=== Section Start ===

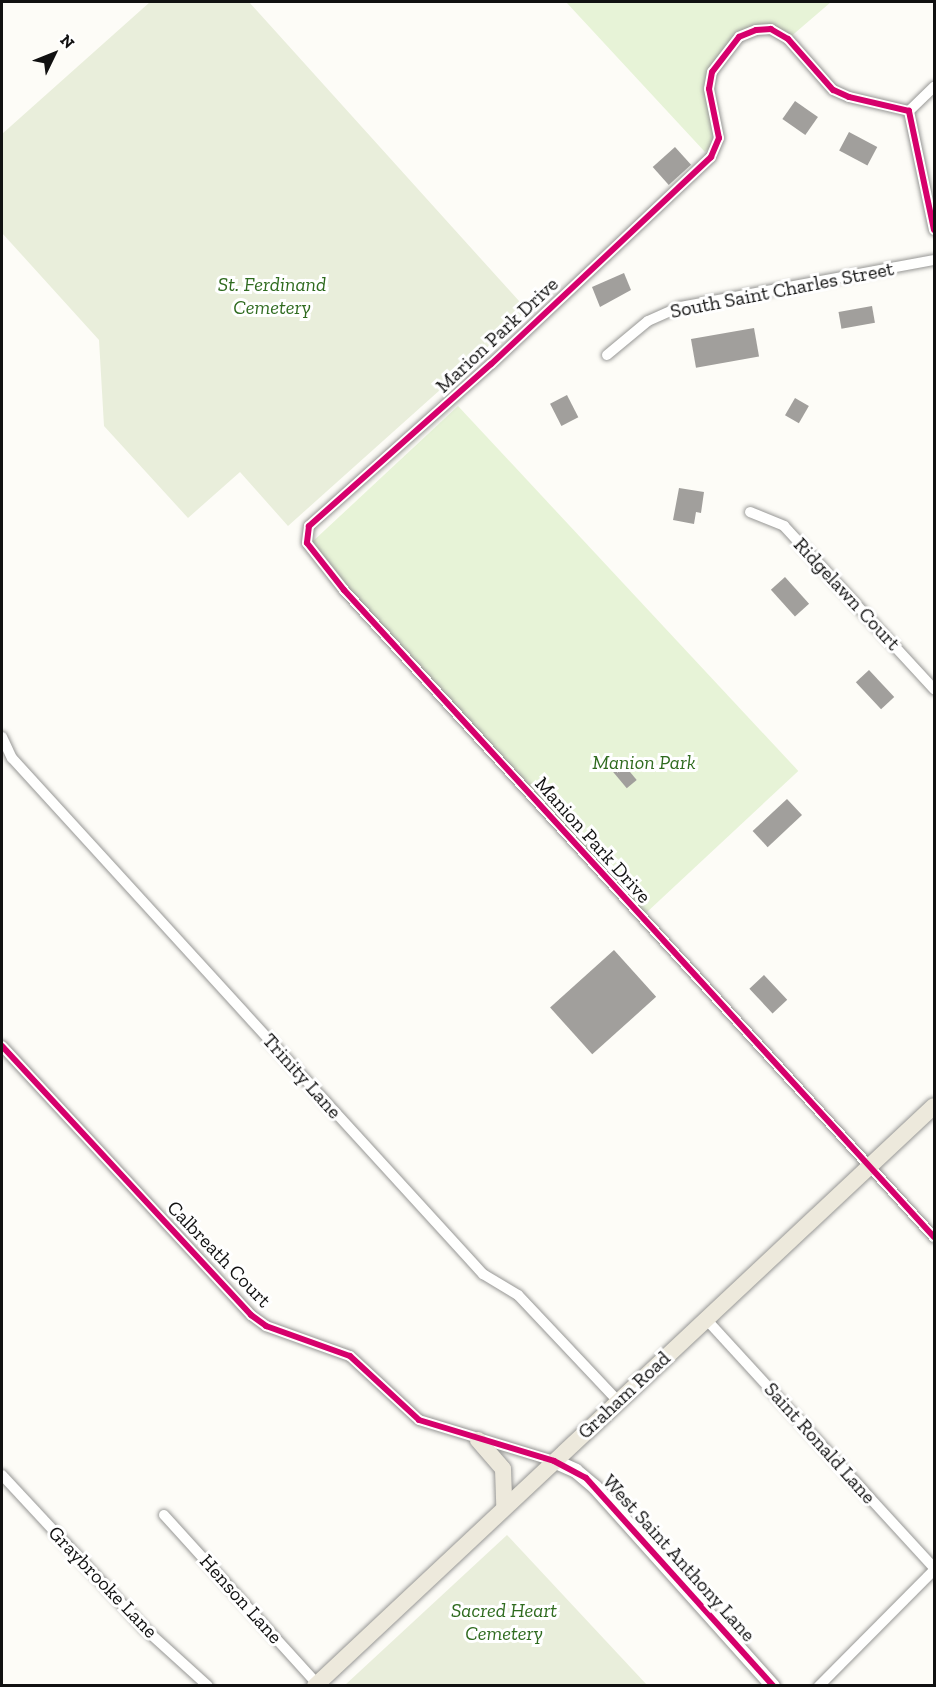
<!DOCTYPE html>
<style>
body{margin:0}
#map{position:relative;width:936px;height:1687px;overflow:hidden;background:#fdfcf7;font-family:"Zilla Slab",serif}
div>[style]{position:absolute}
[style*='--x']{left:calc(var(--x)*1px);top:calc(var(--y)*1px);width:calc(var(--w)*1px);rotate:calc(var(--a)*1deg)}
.green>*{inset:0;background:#e7f3d7;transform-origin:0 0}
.cemetery>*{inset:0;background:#e9eedb}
.building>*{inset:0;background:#a19f9c;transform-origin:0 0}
.roads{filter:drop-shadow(0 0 2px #979795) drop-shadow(0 0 2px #979795)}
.minor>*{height:10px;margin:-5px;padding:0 5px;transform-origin:5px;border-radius:5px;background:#fffffe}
.tertiary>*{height:14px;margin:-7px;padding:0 7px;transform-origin:7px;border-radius:7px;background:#fffffe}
.primary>*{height:16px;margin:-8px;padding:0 8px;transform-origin:8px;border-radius:8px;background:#ede9dc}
.cycleway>*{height:6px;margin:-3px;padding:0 3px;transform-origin:3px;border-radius:3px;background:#d6006c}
span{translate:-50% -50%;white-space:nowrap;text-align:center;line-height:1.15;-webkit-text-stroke:6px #fff;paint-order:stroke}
.park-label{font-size:20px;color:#2f6b1f;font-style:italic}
.street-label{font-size:20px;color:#111}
.frame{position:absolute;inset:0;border:3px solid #111;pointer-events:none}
.north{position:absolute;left:24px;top:24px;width:60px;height:60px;-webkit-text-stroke:4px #fff;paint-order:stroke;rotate:47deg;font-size:16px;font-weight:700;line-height:24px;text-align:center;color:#111}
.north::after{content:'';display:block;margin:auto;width:21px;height:27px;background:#111;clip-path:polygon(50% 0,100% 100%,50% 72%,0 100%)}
</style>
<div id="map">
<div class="green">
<div style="clip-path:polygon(566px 2px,831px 2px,788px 39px,771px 29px,739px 37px,712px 72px,719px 138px,705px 152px)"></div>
<div style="left:458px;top:406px;width:499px;height:209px;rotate:47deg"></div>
</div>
<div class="cemetery">
<div style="clip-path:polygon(150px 2px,249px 2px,528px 311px,288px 526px,240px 472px,188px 518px,104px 426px,99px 340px,2px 233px,2px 134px)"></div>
<div style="clip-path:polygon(507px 1535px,647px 1685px,345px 1685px)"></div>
</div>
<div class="building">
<div style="left:795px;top:101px;width:28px;height:22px;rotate:35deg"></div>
<div style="left:849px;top:132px;width:32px;height:21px;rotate:28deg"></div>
<div style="left:675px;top:147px;width:24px;height:30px;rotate:48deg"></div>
<div style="clip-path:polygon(624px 273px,631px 290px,600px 307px,592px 287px)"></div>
<div style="left:872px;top:306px;width:17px;height:34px;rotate:80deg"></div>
<div style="left:754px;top:328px;width:29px;height:64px;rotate:80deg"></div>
<div style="left:567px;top:395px;width:25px;height:19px;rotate:63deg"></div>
<div style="left:795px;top:398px;width:16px;height:20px;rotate:30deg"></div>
<div style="clip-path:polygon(679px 488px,704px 492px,701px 513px,696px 512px,694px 524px,673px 520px)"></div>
<div style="left:785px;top:577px;width:36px;height:19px;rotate:48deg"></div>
<div style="left:869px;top:670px;width:37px;height:18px;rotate:47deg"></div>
<div style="left:620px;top:760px;width:26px;height:13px;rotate:50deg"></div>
<div style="left:787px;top:799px;width:22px;height:47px;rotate:47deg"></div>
<div style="left:614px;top:950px;width:63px;height:86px;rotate:48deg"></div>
<div style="left:764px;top:975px;width:34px;height:20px;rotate:47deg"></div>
</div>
<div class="roads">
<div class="minor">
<div style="--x:909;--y:111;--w:35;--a:-44"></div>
<div style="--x:934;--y:230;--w:122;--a:-101.9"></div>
<div style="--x:909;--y:111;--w:62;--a:-166.9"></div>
<div style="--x:849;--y:97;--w:17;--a:-156"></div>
<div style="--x:833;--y:90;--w:68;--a:-131.4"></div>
<div style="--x:788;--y:39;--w:20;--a:-150"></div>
<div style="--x:771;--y:29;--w:15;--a:176"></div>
<div style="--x:756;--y:30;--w:18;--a:158"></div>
<div style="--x:739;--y:37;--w:44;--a:127.6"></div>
<div style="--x:712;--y:72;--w:17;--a:100"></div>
<div style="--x:709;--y:89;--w:50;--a:78.5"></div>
<div style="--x:719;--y:138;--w:21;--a:113"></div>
<div style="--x:711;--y:157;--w:302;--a:136.7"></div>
<div style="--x:491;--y:364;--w:244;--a:138.3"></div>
<div style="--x:309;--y:526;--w:17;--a:97"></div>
<div style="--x:307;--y:543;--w:60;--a:51.8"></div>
<div style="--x:344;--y:590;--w:876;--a:47.64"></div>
<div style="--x:607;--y:355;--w:53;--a:-39.7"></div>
<div style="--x:648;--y:321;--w:35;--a:-24"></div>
<div style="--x:680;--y:307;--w:258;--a:-10.5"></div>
<div style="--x:750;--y:512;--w:37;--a:22"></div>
<div style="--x:784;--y:526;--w:222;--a:47.4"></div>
<div style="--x:2;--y:737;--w:23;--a:65"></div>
<div style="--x:12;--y:758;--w:699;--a:47.61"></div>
<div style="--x:483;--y:1274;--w:41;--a:31"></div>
<div style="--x:518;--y:1295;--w:144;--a:46.7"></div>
<div style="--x:2;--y:1046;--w:367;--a:47.2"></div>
<div style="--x:251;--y:1315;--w:19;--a:36"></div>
<div style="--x:266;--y:1326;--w:89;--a:19.7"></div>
<div style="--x:350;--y:1356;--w:94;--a:42.8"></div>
<div style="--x:419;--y:1420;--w:141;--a:16.9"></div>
<div style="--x:706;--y:1319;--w:338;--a:47.5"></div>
<div style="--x:2;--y:1475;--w:209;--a:47.1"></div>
<div style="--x:144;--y:1628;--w:86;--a:42.2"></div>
<div style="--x:164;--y:1515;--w:228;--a:47.8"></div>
<div style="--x:819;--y:1686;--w:163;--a:-45.2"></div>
</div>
<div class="tertiary">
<div style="--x:554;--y:1461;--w:24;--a:24"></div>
<div style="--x:576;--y:1471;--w:25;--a:40"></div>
<div style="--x:595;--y:1487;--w:267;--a:48.2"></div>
</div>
<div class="primary">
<div style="--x:478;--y:1440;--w:38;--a:49"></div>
<div style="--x:503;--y:1469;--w:38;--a:88"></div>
<div style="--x:315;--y:1686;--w:848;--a:-43.14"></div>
</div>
</div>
<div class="cycleway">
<div style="--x:934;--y:230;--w:122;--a:-101.9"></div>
<div style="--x:909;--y:111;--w:62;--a:-166.9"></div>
<div style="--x:849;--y:97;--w:17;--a:-156"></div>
<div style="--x:833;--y:90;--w:68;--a:-131.4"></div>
<div style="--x:788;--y:39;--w:20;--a:-150"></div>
<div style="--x:771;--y:29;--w:15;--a:176"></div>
<div style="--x:756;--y:30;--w:18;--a:158"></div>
<div style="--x:739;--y:37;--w:44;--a:127.6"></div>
<div style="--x:712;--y:72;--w:17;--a:100"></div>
<div style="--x:709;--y:89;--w:50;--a:78.5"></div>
<div style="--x:719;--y:138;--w:21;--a:113"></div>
<div style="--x:711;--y:157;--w:302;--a:136.7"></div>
<div style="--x:491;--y:364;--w:244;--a:138.3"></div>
<div style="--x:309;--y:526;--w:17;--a:97"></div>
<div style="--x:307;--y:543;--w:60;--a:51.8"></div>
<div style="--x:344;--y:590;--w:876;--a:47.64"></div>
<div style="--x:2;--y:1046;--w:367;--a:47.2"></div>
<div style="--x:251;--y:1315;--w:19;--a:36"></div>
<div style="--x:266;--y:1326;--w:89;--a:19.7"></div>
<div style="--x:350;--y:1356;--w:94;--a:42.8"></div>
<div style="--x:419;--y:1420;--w:141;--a:16.9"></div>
<div style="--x:554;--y:1461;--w:36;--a:28"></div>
<div style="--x:586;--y:1478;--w:280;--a:48"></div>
</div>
<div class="park-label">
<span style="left:272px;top:296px">St. Ferdinand<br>Cemetery</span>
<span style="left:644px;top:762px">Manion Park</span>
<span style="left:504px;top:1622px">Sacred Heart<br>Cemetery</span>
</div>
<div class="street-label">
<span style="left:782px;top:290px;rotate:-11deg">South Saint Charles Street</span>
<span style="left:497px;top:335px;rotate:-43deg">Marion Park Drive</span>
<span style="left:847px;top:594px;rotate:47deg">Ridgelawn Court</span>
<span style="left:593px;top:840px;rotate:48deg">Manion Park Drive</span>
<span style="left:302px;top:1076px;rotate:48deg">Trinity Lane</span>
<span style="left:219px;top:1254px;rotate:46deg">Calbreath Court</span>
<span style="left:624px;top:1395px;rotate:-43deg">Graham Road</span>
<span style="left:820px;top:1443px;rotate:48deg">Saint Ronald Lane</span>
<span style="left:679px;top:1558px;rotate:48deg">West Saint Anthony Lane</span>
<span style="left:103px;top:1582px;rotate:46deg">Graybrooke Lane</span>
<span style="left:241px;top:1599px;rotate:48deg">Henson Lane</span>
</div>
<div class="frame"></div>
<div class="north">N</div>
</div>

=== Section End ===

Copy all lines from the entries that contain the word "green".

.green>*{inset:0;background:#e7f3d7;transform-origin:0 0}
<div class="green">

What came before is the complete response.